***** SOURCE DATA *****

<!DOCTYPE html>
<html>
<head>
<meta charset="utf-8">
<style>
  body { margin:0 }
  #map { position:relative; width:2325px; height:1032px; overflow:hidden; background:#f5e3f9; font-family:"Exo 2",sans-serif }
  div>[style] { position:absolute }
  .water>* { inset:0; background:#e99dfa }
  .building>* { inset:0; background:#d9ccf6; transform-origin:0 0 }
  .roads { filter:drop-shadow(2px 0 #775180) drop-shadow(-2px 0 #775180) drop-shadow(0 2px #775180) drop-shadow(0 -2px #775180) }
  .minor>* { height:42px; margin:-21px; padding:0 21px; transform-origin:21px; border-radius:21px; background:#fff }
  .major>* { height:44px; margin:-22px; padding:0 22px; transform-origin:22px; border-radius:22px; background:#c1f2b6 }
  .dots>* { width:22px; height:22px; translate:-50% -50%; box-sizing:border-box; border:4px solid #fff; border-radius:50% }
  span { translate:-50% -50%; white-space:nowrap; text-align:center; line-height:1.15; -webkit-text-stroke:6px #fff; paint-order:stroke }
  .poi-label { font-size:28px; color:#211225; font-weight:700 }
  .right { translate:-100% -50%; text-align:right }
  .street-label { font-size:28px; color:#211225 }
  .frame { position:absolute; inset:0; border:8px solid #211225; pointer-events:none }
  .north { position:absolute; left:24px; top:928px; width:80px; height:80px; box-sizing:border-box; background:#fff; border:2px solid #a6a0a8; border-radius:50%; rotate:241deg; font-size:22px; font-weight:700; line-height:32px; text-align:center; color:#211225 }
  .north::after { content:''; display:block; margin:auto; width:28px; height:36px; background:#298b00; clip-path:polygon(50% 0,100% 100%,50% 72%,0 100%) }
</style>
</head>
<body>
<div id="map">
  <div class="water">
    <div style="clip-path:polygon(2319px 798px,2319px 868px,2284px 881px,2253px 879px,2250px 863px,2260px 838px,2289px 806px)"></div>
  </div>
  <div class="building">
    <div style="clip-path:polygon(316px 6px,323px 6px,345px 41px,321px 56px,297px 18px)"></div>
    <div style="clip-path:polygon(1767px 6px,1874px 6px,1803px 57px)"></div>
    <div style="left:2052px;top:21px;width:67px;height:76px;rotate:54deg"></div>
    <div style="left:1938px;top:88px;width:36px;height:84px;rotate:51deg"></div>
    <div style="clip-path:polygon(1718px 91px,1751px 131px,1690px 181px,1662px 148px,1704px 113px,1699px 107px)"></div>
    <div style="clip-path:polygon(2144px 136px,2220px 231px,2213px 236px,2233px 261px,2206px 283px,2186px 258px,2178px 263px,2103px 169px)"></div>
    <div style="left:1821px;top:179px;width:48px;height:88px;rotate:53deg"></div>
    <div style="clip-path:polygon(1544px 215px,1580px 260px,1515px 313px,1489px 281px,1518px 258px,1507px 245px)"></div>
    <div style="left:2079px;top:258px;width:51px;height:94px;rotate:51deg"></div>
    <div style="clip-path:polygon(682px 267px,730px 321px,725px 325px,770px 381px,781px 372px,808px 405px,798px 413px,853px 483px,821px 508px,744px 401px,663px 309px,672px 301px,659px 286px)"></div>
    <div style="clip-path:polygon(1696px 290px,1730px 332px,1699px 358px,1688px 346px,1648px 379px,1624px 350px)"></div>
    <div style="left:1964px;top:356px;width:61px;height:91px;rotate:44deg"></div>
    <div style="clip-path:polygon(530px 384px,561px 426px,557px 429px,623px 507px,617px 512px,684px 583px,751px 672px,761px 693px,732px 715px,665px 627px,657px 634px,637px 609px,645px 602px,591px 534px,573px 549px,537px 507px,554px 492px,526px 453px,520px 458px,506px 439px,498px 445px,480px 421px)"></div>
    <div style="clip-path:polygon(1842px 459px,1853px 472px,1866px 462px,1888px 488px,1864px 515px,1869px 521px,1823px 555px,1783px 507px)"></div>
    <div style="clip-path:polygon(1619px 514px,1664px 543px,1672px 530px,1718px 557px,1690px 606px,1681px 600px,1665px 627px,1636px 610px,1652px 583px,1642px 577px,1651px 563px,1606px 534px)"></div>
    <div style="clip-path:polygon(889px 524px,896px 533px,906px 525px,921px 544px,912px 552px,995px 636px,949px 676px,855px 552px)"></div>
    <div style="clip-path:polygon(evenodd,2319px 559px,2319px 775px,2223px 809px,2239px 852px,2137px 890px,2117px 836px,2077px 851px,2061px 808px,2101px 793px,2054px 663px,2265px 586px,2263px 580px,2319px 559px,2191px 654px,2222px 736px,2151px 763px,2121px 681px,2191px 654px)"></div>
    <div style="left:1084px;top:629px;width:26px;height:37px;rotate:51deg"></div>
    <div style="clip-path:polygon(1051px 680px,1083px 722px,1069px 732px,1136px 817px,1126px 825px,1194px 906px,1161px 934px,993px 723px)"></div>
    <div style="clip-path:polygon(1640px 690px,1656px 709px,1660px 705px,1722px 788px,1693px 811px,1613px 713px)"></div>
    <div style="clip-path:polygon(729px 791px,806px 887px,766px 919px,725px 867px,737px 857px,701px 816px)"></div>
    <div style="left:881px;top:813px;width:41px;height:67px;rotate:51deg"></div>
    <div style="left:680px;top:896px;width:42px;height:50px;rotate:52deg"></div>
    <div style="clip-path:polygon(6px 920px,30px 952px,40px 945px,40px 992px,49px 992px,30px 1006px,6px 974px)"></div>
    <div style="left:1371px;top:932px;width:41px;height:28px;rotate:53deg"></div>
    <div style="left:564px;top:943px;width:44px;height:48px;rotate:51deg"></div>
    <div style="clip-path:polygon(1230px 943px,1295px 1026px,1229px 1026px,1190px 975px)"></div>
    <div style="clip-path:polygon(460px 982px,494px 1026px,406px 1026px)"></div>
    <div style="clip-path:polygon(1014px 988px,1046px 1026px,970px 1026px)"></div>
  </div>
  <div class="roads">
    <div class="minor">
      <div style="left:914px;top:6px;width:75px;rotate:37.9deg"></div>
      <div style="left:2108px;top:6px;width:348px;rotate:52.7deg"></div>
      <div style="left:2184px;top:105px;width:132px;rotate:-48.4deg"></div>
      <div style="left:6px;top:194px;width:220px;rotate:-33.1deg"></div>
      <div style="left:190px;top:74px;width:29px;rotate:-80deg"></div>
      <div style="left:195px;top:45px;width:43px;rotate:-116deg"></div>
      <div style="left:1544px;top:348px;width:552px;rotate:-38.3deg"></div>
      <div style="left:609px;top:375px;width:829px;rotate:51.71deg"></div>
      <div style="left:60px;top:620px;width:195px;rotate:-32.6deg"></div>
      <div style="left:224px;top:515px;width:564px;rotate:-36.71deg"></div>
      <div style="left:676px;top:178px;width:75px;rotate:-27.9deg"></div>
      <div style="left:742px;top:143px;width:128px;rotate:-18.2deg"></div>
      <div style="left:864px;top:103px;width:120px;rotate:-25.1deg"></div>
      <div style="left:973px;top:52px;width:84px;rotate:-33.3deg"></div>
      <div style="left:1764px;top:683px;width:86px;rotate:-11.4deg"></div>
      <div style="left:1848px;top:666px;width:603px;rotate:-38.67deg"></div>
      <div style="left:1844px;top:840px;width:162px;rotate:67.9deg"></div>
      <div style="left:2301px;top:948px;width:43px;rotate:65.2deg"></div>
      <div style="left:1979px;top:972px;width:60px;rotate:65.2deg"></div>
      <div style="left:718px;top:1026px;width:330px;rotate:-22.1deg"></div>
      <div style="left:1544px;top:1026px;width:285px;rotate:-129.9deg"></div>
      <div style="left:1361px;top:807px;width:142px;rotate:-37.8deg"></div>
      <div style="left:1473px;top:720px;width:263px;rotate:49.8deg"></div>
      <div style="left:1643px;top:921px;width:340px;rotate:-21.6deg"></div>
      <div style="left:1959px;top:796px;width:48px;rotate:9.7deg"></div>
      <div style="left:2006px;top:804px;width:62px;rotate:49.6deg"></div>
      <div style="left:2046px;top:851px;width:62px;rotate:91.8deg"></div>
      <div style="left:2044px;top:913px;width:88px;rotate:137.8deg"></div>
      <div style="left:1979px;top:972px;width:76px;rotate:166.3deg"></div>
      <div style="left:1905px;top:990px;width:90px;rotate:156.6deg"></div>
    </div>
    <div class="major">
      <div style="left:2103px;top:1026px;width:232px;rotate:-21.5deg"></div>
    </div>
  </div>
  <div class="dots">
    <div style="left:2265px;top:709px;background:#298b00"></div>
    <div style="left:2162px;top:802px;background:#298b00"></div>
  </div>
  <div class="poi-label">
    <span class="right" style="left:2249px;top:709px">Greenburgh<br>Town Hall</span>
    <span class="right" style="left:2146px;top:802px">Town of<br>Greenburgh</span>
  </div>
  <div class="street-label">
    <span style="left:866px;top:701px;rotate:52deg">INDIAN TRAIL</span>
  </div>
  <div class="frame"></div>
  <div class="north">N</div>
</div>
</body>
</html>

*****

Reproduce the records above exactly, from the first line through the line containing "filter:drop-shadow(2px 0 #775180)", and output nothing else.

* _EXERCISE SOLUTION_:
<!DOCTYPE html>
<html>
<head>
<meta charset="utf-8">
<style>
  body { margin:0 }
  #map { position:relative; width:2325px; height:1032px; overflow:hidden; background:#f5e3f9; font-family:"Exo 2",sans-serif }
  div>[style] { position:absolute }
  .water>* { inset:0; background:#e99dfa }
  .building>* { inset:0; background:#d9ccf6; transform-origin:0 0 }
  .roads { filter:drop-shadow(2px 0 #775180) drop-shadow(-2px 0 #775180) drop-shadow(0 2px #775180) drop-shadow(0 -2px #775180) }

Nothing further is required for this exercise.